La plupart du temps, les couples exogames tiennent à ce que leurs enfants grandissent dans les deux langues qui définissent leur famille.

La plupart du temps, les couples exogames tiennent à ce que leurs enfants grandissent dans les deux langues qui définissent leur famille.

« Ce sont des compromis au quotidien. Par exemple, c’est moi qui m’occupe du suivi des devoirs parce qu’ils sont en français. Quand je suis seule avec mes filles, je leur parle en français. Mais quand nous sommes tous les quatre, nous parlons anglais. L’équipe pédagogique à l’école insiste sur la nécessité de procurer à nos enfants un environnement francophone. Je le conçois. Ils ne voient pas que c’est aussi notre équilibre familial et pas seulement l’éducation des enfants qui est en jeu. Je ne veux pas que mon mari se sente exclu. »

« Le malaise des anglophones, plus une réserve qu’un désintérêt »

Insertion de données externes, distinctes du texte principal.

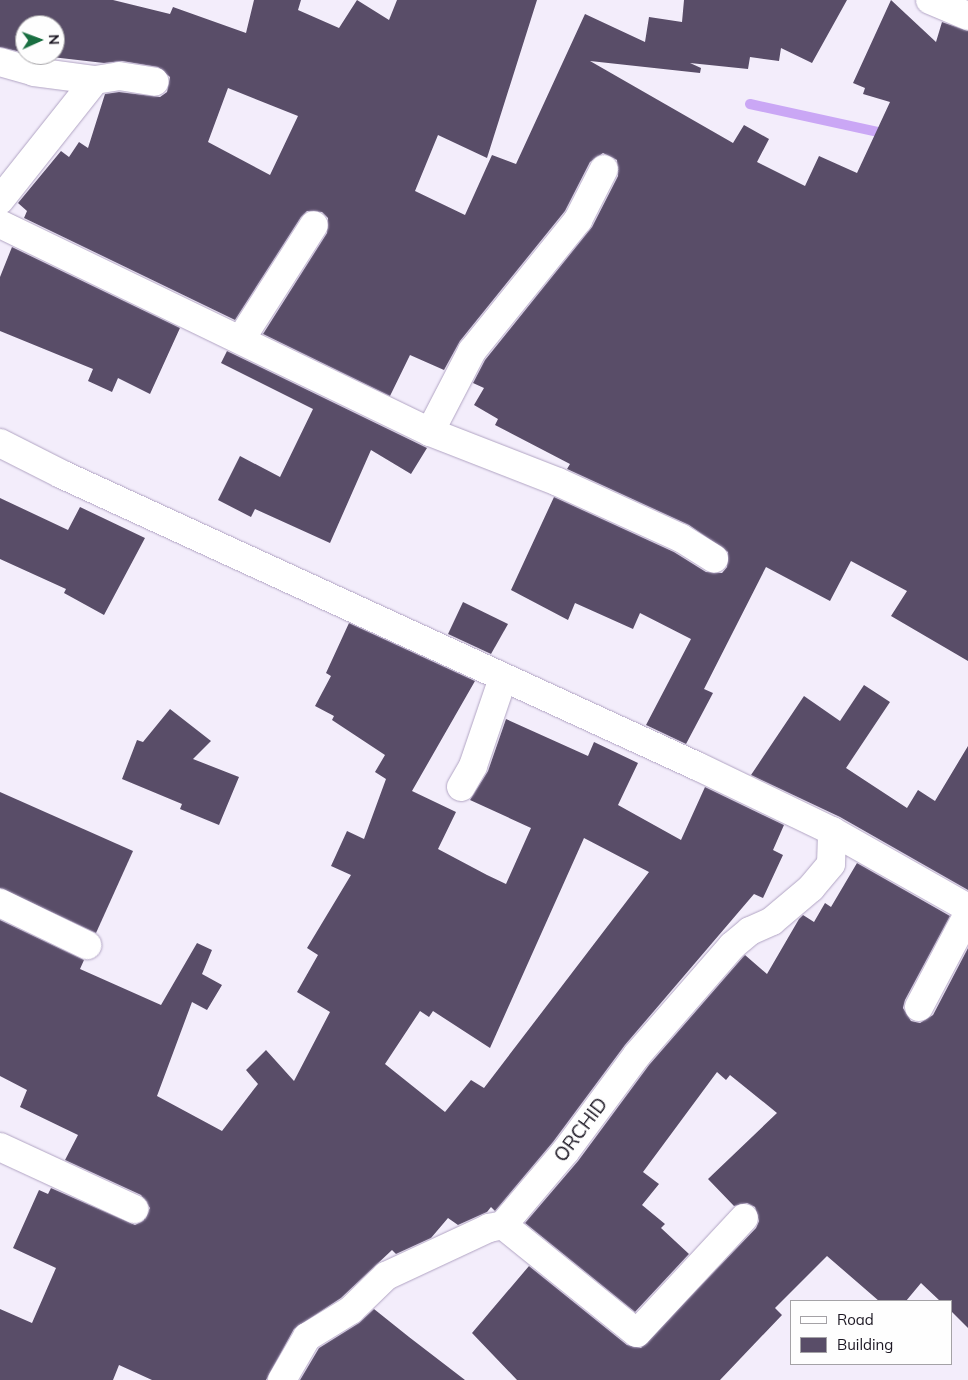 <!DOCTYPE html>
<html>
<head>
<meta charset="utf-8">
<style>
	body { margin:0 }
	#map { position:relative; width:968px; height:1380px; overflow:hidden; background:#f3edfb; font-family:Mulish,sans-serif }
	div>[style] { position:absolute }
	.stream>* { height:10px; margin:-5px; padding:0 5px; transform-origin:5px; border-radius:5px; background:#caa7f5 }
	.building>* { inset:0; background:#594d68 }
	.roads { filter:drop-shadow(0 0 1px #b1a4c3) drop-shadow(0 0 1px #b1a4c3) }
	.minor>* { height:28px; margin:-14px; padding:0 14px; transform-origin:14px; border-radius:14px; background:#fff }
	span { translate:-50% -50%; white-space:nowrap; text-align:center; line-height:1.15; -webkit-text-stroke:5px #fefefe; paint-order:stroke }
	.street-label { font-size:19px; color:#1c1723 }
	.legend { position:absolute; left:790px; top:1300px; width:162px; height:65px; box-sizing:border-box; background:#fefefe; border:1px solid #a4a2a6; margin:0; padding:6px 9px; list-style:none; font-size:15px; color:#1c1723 }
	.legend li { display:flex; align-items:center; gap:10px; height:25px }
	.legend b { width:25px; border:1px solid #a4a2a6 }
	.north { position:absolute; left:15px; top:15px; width:50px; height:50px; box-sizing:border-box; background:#fefefe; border:1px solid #a4a2a6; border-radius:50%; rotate:88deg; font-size:14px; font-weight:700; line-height:20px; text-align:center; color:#1c1723 }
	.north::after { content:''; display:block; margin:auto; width:18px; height:22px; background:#196f41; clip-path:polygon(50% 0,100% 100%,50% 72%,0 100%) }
</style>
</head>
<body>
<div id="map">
	<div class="stream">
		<i style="left:750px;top:104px;width:141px;rotate:12.3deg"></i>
	</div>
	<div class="building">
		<i style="clip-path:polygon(evenodd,0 0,113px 0,170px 14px,173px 7px,246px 33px,254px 0,301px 0,298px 10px,339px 28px,357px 0,389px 20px,397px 0,537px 0,487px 158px,438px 135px,415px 191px,465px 215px,492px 155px,516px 164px,585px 14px,645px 42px,649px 17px,682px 22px,684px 0,847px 0,812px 63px,781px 48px,779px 61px,750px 57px,748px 69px,690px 63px,701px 68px,700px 73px,590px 61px,733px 143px,744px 125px,769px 139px,757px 162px,805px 186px,819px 156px,857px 173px,890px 102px,863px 94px,865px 88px,853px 83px,891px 0,936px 42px,942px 22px,968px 31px,968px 661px,891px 616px,907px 591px,851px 561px,830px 601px,766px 567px,704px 689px,713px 693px,686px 744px,646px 725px,691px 639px,640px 613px,633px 629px,575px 603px,568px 620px,511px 590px,554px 497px,674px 552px,706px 572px,722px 573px,727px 567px,728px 552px,689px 525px,567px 469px,570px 464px,495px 425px,498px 419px,474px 405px,484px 388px,473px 383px,485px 360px,592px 227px,618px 176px,617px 160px,603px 153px,590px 162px,565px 211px,460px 341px,444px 370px,410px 355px,390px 396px,263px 334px,327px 233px,328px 218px,322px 212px,307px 211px,301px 217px,235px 320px,24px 218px,27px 211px,18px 203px,61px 151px,69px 157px,79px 142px,88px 148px,105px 94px,119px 92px,160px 97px,167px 92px,170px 77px,158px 67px,122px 61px,104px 63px,34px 55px,55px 55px,55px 25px,25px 25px,25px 53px,0 47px,0 0,228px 88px,298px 116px,270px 175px,208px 142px,228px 88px)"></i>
		<i style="clip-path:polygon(12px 247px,180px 328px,150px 394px,118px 378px,112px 392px,88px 381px,93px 369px,0 331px,0 277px)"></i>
		<i style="clip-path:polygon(227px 351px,423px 446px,427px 448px,411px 474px,371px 450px,330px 543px,255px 509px,251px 517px,218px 500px,240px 456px,280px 477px,313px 409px,221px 363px)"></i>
		<i style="clip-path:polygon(0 498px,68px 530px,80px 507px,145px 538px,104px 615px,64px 593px,66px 589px,0 559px)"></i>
		<i style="clip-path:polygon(463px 602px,508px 624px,491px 654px,448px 634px)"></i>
		<i style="clip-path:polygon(evenodd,349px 623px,475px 681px,412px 791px,456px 812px,438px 849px,487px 875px,506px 884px,531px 828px,470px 800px,488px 771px,506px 719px,588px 756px,594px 742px,638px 763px,618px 805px,681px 840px,705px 787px,784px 825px,773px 850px,783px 855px,763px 898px,754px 894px,625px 1045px,553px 1142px,495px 1211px,491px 1207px,487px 1212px,458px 1225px,448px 1218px,431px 1238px,396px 1254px,392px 1250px,341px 1298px,294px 1329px,266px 1380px,152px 1380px,119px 1365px,113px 1380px,0 1380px,0 1309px,32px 1323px,56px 1268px,13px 1248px,39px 1190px,48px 1194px,51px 1188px,135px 1225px,143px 1221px,150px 1208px,141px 1195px,65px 1160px,78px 1135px,20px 1107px,27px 1090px,0 1076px,0 920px,84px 960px,80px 969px,161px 1005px,197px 943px,212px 950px,202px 974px,222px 985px,207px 1010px,192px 1002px,157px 1096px,222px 1131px,258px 1084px,246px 1070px,266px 1050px,294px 1081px,330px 1012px,297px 992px,318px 955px,307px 948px,351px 875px,331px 866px,347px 831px,364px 839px,386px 779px,375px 772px,385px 755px,332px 720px,334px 716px,315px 706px,331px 676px,326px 673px,349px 623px,584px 838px,649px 872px,484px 1088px,471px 1080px,445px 1112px,385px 1064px,420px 1011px,429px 1017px,433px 1011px,490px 1048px,584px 838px)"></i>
		<i style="clip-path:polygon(864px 685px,890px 702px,846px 768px,907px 808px,918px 790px,935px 801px,968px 746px,968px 890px,840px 817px,751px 775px,804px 696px,840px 721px)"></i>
		<i style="clip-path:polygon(170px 709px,211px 741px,193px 759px,239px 777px,219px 825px,180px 809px,182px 804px,122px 779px,137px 740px,143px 742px)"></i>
		<i style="clip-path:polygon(0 792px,133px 851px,96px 933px,0 888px)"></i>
		<i style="clip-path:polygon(857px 863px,950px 916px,905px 1000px,903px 1008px,911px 1021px,920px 1023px,933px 1015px,968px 948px,968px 1328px,952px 1312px,952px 1301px,940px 1301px,921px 1283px,906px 1301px,879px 1301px,827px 1256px,775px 1308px,782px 1315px,720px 1380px,517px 1380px,472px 1333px,529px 1266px,627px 1345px,641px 1348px,756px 1228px,759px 1221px,755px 1207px,747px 1203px,734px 1206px,708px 1179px,777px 1113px,730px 1075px,726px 1080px,717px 1072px,643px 1172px,659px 1184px,642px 1205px,665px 1224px,661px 1228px,689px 1254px,635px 1312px,525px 1223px,578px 1161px,649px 1065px,743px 957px,745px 955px,767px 974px,799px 919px,803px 915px,814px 922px,825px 903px,831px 907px)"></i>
		<i style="clip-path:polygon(374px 1309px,409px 1337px,465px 1380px,300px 1380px,319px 1348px,359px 1323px)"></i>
	</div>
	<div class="roads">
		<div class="minor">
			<i style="left:930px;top:0;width:41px;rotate:22.8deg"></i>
			<i style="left:0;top:62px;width:35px;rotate:16deg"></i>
			<i style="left:34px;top:72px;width:62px;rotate:7.5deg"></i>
			<i style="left:95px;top:80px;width:24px;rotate:-9deg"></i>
			<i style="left:119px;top:76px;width:36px;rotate:9deg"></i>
			<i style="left:0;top:200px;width:153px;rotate:-51.6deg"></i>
			<i style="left:0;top:224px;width:478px;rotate:25.8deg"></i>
			<i style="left:430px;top:432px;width:137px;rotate:21.3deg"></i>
			<i style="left:558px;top:482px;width:135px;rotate:24.5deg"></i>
			<i style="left:681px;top:538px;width:39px;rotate:32deg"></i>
			<i style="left:241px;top:339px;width:135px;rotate:-57.4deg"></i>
			<i style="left:430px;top:432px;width:91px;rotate:-62.6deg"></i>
			<i style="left:472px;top:351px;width:169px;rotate:-51deg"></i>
			<i style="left:578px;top:220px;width:57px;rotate:-63deg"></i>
			<i style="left:0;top:443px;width:68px;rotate:26.9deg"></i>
			<i style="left:61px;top:474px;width:702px;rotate:24.67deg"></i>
			<i style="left:699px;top:767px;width:148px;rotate:25.7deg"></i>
			<i style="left:832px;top:831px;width:156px;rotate:29.5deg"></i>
			<i style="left:461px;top:787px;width:24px;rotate:-60deg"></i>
			<i style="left:473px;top:766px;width:93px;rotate:-71.2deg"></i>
			<i style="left:0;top:903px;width:97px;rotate:25.8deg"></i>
			<i style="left:919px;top:1007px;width:105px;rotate:-62.2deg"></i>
			<i style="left:0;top:1147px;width:148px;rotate:24.8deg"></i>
			<i style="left:503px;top:1225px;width:172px;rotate:38.9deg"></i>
			<i style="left:637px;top:1333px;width:157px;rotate:-47.1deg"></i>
			<i style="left:282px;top:1380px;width:50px;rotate:-59.8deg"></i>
			<i style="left:307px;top:1337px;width:52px;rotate:-31.5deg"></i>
			<i style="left:351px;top:1310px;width:49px;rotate:-44.2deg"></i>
			<i style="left:386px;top:1276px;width:114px;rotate:-25deg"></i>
			<i style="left:489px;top:1228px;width:14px;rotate:-12deg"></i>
			<i style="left:503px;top:1225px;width:96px;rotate:-49.7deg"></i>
			<i style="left:565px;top:1152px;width:121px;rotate:-53.4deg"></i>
			<i style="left:637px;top:1055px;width:145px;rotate:-48.9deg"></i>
			<i style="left:732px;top:946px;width:23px;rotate:-40deg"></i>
			<i style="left:750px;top:931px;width:24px;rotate:-24deg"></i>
			<i style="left:772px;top:921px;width:51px;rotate:-40.2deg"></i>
			<i style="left:811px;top:888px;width:31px;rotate:-50deg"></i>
			<i style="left:831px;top:864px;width:33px;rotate:-88deg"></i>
		</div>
	</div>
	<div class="street-label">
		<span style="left:581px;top:1130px;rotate:-53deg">ORCHID</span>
	</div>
	<ul class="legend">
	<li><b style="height:6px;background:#fff"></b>Road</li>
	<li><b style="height:14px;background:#594d68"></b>Building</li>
	</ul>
	<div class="north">N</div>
</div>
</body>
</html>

Dans un couple franco/anglophone, la place du parent qui parle la langue de Molière est aussi primordiale que celle du parent qui maîtrise celle de Shakespeare. Et ce, dans l’intérêt du développement identitaire des enfants. Des études l’ont démontré. L’Association francophone de Surrey en est pleinement convaincue : « Nous comptons 276 membres. Plus de la moitié d’entre eux constituent des familles interculturelles. Je dirais 60% », indique France Vachon, la directrice générale.

Son but est d’attirer tous ses membres, qu’ils soient francophones ou non, aux services et aux activités que propose l’association. « Certains anglophones se sentent moins à l’aise. C’est plus une réserve qu’un désintérêt. » Depuis des années, la CNPF alerte les gouvernements sur l’importance de l’exogamie au Canada, encore plus dans le cas de familles où se parlent l’anglais et le français.

L’article 23 est, selon la commission, un droit fondamental. Inscrit dans la Charte canadienne des droits et des libertés, il garantit le droit à l’instruction dans la langue de la minorité. En d’autres termes, il permet à des parents francophones dans des provinces et territoires majoritairement anglophones d’inscrire automatiquement leurs enfants dans des établissements où l’enseignement est dispensé dans leur langue d’origine.

Mais pour la CNPF, il faut encore aller plus loin. Elle réclame des moyens et des outils d’accompagnement. D’après Glen Taylor, il en va de la survie des communautés francophones à travers tout le pays. « Les familles exogames contribuent pleinement à la vitalité de la francophonie et à la dualité linguistique au Canada », conclut-il.